Example AI Agent Workflow
1. Generate Spec
Human: "Add user login feature"
AI Agent (following template):
# Start tracking
$ conduct run start --type spec --agent "Claude Sonnet 4"
Started run: run_abc123
# Generate spec JSON (AI creates this)
{
"mdJson": {
"type": "root",
"children": [
{"type": "heading", "depth": 1, "children": [{"type": "text", "value": "User Login"}]},
{"type": "paragraph", "children": [{"type": "text", "value": "Implement login with email/password"}]}
]
},
"intent": "Add user login feature",
"effort": "simple",
"requirements": [
{
"title": "User can log in with email",
"mdJson": {"type": "root", "children": [...]}
}
]
}
# Save it
$ conduct spec save --json '...'
Created spec: spec_xyz789
# Complete tracking
$ conduct run end run_abc123
2. Generate Plan
AI Agent (following template):
$ conduct run start --type plan --spec-id spec_xyz789 --agent "Claude"
$ conduct plan save spec_xyz789 --json '{"tasks": [...]}'
$ conduct run end run_def456
3. Execute
AI Agent implements the code, then:
$ conduct run start --type execution --spec-id spec_xyz789 --task-id task_1 --agent "Claude"
# ... AI writes code ...
$ conduct run end run_ghi789
Verify It's Working
Check Backend
curl https://your-app.com/api/conduct/health
Should return:
{"status": "ok", "version": "0.2.0"}
Check CLI
conduct spec list
Should show your specs.
Check Database
SELECT * FROM specs LIMIT 5;
You'll see mdJson stored in your database.
Next Steps
For Developers
- Backend Integration Guide - Framework-specific examples
- API Reference - Endpoint documentation
- Authentication Setup - Secure your API
For AI Agents
- Review agent templates at https://templates.conduct.sh/
- Add templates to your agent instructions (CLAUDE.md, WARP.md, etc.)
- Start using:
@https://templates.conduct.sh/generate-spec
For Teams
- CLI Commands Reference - All commands
- Profile Management - Multiple backends
- Workflow Guide - Best practices
Common Questions
Q: Where is my data stored?
A: In YOUR database as mdJson.

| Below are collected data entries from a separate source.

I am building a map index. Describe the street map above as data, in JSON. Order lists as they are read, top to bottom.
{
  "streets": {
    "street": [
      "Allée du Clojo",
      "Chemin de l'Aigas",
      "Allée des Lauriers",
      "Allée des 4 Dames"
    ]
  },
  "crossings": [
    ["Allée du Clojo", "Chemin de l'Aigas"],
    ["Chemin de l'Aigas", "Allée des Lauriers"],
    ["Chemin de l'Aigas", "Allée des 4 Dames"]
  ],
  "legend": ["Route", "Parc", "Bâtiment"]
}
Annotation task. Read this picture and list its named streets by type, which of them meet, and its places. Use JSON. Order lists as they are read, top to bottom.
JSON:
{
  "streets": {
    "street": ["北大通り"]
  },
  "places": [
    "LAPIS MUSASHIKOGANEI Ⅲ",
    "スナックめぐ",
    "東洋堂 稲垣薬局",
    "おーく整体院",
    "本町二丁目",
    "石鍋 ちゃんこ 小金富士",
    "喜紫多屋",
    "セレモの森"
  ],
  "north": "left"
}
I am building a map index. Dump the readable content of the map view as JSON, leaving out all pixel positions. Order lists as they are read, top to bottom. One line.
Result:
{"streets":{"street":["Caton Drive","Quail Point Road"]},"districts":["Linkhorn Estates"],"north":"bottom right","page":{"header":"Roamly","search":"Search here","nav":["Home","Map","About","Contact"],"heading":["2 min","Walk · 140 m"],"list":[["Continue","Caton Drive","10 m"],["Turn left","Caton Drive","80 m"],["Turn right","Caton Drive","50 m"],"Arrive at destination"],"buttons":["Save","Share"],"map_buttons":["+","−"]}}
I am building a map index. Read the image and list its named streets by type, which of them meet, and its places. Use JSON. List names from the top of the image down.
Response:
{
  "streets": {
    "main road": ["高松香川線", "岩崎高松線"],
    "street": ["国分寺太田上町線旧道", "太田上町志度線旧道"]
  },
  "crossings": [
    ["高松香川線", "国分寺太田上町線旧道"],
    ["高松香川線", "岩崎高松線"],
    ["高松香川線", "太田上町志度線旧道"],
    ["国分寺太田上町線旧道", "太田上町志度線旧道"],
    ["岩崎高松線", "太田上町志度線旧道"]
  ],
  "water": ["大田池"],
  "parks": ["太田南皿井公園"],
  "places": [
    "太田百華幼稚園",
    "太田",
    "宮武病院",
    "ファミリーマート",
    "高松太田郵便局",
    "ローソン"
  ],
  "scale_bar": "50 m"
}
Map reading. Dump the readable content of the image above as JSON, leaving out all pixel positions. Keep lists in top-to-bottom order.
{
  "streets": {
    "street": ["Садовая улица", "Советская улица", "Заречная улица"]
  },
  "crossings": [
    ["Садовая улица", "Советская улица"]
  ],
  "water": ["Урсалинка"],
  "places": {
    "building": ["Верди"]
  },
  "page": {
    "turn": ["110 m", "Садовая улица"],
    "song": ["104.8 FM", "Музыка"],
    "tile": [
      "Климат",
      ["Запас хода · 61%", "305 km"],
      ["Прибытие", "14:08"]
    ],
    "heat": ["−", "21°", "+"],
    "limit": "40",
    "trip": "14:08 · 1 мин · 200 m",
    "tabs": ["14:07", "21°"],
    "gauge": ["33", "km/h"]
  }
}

No separate storage needed.
Q: Do AI agents use plain markdown?
A: No, they use mdJson (Markdown AST in JSON). Templates handle conversion.
Q: Can I use my existing database?
A: Yes! Conduct creates its own tables alongside your existing ones.
Q: Do I need to deploy Conduct separately?
A: No! It's part of YOUR app. Deploy normally.
Q: How do AI agents know to use templates?
A: You add template URLs to agent instructions (CLAUDE.md, etc.). The conduct init command helps with this.